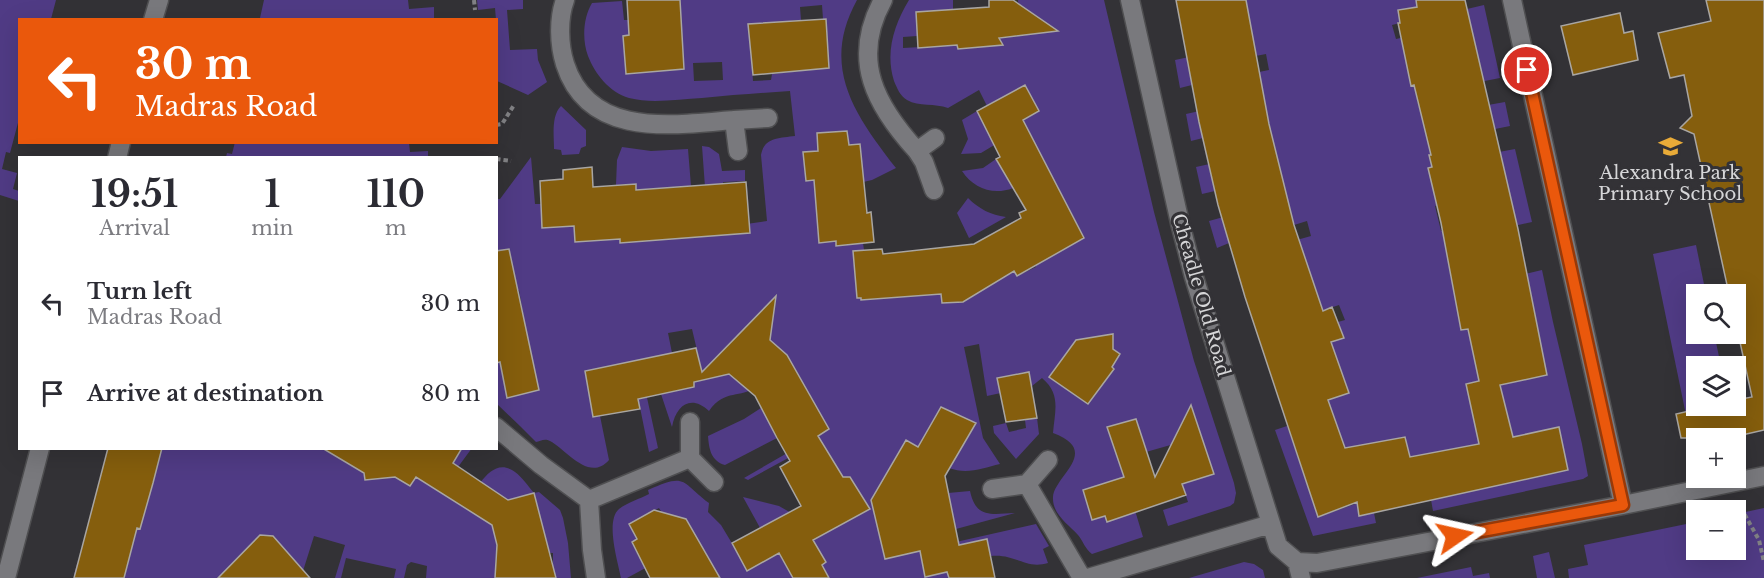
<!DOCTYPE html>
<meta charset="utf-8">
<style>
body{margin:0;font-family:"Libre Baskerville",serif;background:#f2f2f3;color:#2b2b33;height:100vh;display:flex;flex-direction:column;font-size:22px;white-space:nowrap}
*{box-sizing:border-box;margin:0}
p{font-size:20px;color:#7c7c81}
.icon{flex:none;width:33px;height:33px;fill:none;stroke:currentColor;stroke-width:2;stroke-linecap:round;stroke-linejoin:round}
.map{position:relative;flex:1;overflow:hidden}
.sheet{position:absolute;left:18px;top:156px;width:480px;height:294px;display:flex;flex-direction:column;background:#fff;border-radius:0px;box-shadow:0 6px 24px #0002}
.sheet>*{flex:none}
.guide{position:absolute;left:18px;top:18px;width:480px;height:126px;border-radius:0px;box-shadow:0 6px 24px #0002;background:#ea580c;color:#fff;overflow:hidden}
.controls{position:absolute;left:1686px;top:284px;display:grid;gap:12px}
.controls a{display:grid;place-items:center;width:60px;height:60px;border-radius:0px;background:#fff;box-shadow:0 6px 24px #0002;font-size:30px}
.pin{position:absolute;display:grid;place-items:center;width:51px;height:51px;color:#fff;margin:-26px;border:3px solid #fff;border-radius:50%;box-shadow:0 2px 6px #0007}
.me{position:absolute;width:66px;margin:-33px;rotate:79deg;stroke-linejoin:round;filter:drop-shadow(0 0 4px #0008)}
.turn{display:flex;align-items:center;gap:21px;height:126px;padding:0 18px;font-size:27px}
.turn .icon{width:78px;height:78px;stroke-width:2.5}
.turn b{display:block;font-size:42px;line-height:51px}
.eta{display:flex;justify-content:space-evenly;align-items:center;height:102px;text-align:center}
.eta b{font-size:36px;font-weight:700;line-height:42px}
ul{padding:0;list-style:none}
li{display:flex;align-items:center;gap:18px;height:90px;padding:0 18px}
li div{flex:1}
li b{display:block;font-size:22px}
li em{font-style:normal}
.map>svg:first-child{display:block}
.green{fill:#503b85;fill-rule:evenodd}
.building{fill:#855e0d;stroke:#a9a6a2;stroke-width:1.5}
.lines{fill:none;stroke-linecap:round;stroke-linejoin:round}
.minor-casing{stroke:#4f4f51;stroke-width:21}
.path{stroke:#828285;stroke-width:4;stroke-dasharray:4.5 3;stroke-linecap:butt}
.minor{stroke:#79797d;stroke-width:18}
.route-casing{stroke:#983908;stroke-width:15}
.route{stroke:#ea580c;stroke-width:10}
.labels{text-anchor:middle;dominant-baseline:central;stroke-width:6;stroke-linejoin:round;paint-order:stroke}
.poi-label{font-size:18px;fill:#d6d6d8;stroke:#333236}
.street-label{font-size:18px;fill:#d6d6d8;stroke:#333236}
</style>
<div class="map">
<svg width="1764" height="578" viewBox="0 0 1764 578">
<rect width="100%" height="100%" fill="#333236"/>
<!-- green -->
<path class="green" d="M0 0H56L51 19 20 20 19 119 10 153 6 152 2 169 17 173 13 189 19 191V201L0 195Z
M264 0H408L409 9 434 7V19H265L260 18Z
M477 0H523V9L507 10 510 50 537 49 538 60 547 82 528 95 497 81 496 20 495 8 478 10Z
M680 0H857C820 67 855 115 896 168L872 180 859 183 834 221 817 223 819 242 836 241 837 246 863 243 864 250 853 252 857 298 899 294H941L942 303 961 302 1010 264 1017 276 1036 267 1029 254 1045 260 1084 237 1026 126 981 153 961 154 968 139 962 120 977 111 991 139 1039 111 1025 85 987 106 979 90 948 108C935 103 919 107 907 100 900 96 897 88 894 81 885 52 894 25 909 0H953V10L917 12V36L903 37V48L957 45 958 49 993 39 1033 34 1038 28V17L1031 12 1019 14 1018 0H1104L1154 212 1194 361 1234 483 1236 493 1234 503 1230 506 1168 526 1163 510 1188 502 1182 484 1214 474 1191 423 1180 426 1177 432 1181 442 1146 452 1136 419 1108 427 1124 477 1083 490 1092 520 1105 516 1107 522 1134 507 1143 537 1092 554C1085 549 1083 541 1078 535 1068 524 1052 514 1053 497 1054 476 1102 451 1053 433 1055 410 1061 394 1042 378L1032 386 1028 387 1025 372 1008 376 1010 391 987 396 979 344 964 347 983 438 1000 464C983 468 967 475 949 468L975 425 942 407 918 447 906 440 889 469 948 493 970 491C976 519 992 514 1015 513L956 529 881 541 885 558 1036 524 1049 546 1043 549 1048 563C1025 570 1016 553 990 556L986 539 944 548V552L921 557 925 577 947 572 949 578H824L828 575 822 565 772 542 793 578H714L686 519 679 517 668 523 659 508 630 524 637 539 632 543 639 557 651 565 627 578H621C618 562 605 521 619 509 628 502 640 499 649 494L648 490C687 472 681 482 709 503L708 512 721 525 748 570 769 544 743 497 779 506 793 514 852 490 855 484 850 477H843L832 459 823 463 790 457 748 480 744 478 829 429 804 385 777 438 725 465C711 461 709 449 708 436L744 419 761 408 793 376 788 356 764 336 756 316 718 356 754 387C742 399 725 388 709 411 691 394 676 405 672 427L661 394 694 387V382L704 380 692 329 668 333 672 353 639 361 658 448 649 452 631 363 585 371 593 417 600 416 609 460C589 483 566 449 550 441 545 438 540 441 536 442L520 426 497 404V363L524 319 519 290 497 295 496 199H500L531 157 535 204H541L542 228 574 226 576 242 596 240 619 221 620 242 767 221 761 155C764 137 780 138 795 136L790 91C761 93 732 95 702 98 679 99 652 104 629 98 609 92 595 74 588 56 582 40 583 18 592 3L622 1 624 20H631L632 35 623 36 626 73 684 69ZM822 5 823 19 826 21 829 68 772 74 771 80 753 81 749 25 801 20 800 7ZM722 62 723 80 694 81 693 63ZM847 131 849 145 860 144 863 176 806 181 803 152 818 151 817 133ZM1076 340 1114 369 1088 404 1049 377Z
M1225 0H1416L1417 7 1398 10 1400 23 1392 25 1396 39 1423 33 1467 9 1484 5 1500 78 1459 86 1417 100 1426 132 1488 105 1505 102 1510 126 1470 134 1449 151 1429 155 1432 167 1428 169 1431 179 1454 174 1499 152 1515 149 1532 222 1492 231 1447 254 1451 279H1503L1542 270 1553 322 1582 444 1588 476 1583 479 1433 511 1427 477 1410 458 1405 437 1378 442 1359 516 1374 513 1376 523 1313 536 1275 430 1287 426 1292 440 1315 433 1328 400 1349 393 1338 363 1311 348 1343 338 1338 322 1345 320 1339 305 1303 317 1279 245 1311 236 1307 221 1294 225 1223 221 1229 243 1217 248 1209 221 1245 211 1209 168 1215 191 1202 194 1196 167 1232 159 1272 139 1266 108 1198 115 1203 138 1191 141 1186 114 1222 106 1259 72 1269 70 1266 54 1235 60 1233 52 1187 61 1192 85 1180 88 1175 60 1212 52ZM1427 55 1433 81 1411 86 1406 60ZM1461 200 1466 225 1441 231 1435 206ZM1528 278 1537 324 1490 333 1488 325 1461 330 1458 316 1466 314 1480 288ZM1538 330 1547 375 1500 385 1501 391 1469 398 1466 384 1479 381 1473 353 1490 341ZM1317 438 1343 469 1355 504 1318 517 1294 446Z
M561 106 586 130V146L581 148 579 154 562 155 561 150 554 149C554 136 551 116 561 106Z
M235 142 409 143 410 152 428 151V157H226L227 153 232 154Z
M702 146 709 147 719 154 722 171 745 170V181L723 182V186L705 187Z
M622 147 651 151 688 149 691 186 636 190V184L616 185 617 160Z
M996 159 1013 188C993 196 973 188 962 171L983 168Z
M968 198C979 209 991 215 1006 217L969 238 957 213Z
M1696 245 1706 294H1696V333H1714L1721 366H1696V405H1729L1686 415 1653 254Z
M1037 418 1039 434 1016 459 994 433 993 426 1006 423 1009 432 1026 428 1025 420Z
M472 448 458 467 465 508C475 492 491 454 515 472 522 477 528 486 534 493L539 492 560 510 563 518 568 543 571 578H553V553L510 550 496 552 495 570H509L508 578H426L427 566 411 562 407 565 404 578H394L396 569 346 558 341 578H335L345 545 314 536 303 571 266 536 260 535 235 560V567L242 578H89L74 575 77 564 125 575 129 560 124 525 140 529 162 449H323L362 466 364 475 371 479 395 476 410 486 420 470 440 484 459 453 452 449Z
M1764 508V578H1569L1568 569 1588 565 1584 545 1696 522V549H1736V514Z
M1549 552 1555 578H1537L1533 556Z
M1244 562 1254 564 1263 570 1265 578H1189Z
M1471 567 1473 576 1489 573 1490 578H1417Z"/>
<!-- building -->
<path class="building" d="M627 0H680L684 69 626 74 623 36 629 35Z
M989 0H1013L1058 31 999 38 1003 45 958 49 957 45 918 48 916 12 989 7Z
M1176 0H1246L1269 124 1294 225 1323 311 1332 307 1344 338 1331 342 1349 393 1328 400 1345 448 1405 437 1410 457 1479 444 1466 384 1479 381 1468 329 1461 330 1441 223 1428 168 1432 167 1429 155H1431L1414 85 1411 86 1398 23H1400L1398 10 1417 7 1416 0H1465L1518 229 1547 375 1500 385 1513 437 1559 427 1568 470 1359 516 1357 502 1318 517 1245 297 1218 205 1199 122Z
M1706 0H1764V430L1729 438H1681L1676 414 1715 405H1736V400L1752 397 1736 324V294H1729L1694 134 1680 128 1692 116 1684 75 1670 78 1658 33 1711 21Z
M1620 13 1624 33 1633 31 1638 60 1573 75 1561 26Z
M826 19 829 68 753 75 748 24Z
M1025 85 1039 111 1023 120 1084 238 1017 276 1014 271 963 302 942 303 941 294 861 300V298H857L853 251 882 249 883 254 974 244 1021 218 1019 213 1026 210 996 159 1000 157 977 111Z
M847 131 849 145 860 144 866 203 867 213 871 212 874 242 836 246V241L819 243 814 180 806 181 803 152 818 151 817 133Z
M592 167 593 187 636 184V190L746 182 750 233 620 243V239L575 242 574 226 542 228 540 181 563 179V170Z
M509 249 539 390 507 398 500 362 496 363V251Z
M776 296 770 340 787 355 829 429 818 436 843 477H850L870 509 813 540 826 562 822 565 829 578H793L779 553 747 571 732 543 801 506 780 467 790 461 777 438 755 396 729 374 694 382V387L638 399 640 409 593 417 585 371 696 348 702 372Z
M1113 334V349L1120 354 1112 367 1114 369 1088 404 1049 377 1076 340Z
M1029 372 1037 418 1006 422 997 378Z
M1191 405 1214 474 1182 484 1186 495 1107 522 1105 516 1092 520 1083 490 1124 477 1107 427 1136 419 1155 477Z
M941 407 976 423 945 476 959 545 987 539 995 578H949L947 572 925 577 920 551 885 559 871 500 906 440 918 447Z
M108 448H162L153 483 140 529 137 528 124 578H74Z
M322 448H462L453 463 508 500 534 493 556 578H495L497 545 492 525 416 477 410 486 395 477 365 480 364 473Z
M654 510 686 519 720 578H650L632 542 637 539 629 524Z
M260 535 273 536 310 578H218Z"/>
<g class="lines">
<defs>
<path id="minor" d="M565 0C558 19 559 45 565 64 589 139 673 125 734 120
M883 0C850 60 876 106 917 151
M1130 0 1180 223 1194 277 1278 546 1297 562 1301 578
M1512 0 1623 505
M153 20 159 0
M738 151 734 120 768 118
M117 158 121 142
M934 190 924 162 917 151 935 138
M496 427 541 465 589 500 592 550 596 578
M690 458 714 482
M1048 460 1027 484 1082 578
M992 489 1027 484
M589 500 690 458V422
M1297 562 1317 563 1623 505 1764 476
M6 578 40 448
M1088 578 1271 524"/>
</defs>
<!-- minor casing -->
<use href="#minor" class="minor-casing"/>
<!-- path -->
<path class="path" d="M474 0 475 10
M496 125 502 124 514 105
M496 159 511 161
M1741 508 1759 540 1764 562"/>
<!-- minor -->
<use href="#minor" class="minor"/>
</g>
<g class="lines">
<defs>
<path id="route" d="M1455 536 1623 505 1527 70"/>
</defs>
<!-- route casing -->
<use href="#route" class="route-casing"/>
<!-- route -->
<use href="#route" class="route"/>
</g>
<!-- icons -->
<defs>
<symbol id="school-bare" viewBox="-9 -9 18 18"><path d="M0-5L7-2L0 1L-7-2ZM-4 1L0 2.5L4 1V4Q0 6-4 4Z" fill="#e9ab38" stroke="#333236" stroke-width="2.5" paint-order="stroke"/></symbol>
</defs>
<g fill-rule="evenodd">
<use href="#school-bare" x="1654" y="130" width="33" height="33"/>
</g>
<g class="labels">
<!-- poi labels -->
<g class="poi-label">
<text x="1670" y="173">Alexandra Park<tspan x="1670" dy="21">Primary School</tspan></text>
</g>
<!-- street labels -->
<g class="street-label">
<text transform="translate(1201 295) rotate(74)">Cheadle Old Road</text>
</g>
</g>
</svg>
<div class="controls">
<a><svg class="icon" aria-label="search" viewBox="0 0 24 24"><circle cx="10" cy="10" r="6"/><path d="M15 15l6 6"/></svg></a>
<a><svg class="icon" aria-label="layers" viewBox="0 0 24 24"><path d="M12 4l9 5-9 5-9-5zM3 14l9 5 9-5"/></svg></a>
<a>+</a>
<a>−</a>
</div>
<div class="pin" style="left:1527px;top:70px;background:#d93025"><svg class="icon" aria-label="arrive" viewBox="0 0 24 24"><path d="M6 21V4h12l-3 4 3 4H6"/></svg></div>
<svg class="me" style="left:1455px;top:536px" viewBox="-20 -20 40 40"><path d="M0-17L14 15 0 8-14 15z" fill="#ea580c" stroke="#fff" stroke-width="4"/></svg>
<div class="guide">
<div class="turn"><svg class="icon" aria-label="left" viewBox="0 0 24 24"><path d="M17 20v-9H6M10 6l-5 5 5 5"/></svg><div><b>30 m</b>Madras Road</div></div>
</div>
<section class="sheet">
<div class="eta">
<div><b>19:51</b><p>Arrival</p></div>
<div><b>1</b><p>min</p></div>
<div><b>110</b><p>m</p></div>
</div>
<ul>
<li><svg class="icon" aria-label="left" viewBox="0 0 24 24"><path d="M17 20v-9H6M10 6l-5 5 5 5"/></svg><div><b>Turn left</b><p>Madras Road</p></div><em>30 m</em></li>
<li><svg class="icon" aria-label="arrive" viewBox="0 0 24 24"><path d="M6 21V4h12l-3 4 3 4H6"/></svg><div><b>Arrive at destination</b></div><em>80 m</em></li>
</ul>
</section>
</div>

WORK INSTRUCTION
Tell how many lines of the material above hold "green", answering with a bare number.

SOLUTION FOR THIS EXERCISE
3